THE days of reckless credit providers going unpunished could be numbered, as the Department of Trade and Industry plans to empower the National Credit Regulator (NCR) to fine them.
Currently, only the National Consumer Tribunal has this power, but it has a backlog of unheard cases, dating back to 2013, and imposed inconsequentially small fines on the companies involved.
A proposal has been submitted to Cabinet to amend legislation to empower the NCR to impose fines, allowing it to conduct proactive investigations and implement a debt-relief programme.
The NCR supports the idea of a debt-relief programme for heavily indebted retrenched workers and has already started engaging with the banks on how they can participate voluntarily in the programme.
The NCR said debt forgiveness programmes were common across the world. Such a programme should be once-off and targeted specifically at retrenched workers who no longer had the ability to continue paying their debts.
National Consumer Tribunal’s CEO noted that the tribunal faced a deluge of debt rearrangement cases that amounted to about 1,600 cases a month since February 2015, giving a total of 19,097 cases for the 2015-16 year, with 27,407 cases forecast for the current year.
Currently, the tribunal has 11,091 matters that are not finalised.
With its new powers of enforcement, the NCR will have the clout to ensure credit providers and lenders comply with the Act, thus affording consumers the necessary protection.
The flip side of this coin, is that creditors and lenders will tighten their lending policies – making access to credit more difficult, according to Adv Kate Thambiran, MD of LUCID Clear Credit.
Thambiran warns that, “consumers will need to manage their personal balance sheets more prudently, if they want to qualify for credit and finance in future.”
The National Credit Regulator had referred Lewis and Monarch Insurance Company to the National Consumer Tribunal following an investigation into loss-of-employment cover sold to people who would not be able to claim the benefits.
The referral relates to three cases of the sale of retrenchment cover to pensioners and self-employed consumers.
“We are requesting Lewis and Monarch to refund the pensioners and self-employed consumers and to do an audit in terms of how much to refund.”
“We are also asking the Tribunal to impose an administrative fine,” a Regulator spokes person said.
Fifteen salary attachment orders (commonly known as “garnishees”) issued on behalf of unsecured lender, were on Wednesday declared “unlawful, invalid and of no force and effect” in the Western Cape High Court by Judge Siraj Desai.
Desai also declared certain sections of the Magistrates’ Court Act (MCA), which governs the issuing of these orders, to be unconstitutional, granting a substantial victory to consumers.
EAOs, which are imposed on a debtor’s salary by a creditor to recover outstanding money, have been widely abused by unscrupulous unsecured lenders and debt collectors.
Alongside declaring that the specific EAOs concerned must come to an end, Desai also declared that certain sections of the MCA are unconstitutional.

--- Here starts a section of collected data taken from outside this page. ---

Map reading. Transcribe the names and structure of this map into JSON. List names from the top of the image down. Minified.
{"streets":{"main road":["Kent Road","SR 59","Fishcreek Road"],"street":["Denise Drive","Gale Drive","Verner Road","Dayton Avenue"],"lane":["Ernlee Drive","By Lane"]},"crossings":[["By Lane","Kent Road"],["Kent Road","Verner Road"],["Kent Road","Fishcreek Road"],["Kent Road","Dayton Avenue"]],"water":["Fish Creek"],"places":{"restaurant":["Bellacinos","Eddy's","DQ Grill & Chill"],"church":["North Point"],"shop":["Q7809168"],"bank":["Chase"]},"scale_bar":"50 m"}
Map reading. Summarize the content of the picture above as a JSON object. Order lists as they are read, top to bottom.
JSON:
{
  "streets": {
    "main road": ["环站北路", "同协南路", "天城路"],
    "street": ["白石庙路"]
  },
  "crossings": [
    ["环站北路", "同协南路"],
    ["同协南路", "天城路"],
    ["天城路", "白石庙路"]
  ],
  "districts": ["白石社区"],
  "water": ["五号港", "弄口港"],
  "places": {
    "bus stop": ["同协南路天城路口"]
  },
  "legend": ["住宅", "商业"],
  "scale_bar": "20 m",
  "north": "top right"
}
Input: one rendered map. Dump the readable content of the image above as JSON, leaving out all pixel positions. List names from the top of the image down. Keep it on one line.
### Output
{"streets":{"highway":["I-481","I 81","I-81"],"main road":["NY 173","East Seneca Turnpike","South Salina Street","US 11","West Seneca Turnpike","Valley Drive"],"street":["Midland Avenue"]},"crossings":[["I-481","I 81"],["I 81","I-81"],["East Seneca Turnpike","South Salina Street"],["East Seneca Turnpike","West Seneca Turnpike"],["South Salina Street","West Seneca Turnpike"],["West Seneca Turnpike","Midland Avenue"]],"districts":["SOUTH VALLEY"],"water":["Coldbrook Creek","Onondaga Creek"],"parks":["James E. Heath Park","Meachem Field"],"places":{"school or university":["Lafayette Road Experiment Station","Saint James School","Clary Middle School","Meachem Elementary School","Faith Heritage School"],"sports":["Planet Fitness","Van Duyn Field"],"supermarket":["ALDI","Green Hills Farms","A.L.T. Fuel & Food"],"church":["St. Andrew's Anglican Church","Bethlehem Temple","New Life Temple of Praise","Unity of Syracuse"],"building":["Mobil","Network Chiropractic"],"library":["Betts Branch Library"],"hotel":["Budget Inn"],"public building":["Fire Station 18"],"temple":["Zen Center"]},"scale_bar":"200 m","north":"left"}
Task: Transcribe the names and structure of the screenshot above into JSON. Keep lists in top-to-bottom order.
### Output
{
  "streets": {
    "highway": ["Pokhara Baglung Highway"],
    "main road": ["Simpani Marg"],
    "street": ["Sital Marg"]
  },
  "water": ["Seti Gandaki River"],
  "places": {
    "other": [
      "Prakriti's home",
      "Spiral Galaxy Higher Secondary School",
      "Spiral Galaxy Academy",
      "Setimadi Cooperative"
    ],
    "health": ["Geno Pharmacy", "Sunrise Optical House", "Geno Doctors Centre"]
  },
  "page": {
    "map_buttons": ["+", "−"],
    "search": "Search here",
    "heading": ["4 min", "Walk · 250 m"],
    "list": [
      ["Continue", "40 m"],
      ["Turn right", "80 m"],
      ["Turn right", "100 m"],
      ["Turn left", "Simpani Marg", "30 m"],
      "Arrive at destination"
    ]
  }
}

The judge concluded, a clerk of court cannot simply rubberstamp an EAO where a debtor has consented to the judgement debt if a magistrate has not also considered the financial implications of the EAO on the debtor.
In addition, Desai ordered that in terms of credit agreements under the National Credit Act, the MCA does not permit a debtor to consent in writing to the jurisdiction of a magistrates’ court other than one where that debtor lives or is employed.
“The Flemix respondents are obtaining judgements and EAOs against the applicants in courts far removed from their homes and places of work and in places which they could not hope to reach, the right to approach the courts was seriously jeopardised, if not effectively denied,” Desai said in his judgement.
That all 15 of the attachment orders concerned in the case were “irregularly if not unlawfully obtained”, suggested that “thousands if not tens of thousands” of Flemix’s other active cases – some 150 000 – are based on unlawfully obtained attachment orders, Desai added.
The judge urged the Ministers of Justice and Trade and Industry, as well as the National Credit Regulator and Human Rights Commission to “alert debtors as to their rights in terms of this judgment”.
The practice of reckless lending continues unabated, even among major credit providers. And not enough is being done to stop the unethical practices that facilitate over-indebtedness.
The National Credit Act (NCA) states that granting a loan to someone who cannot afford it is reckless lending. The Act allows the National Credit Regulator (NCR) to apply for the licence of a credit provider that engages in reckless lending to be revoked, which will put the credit provider out of business.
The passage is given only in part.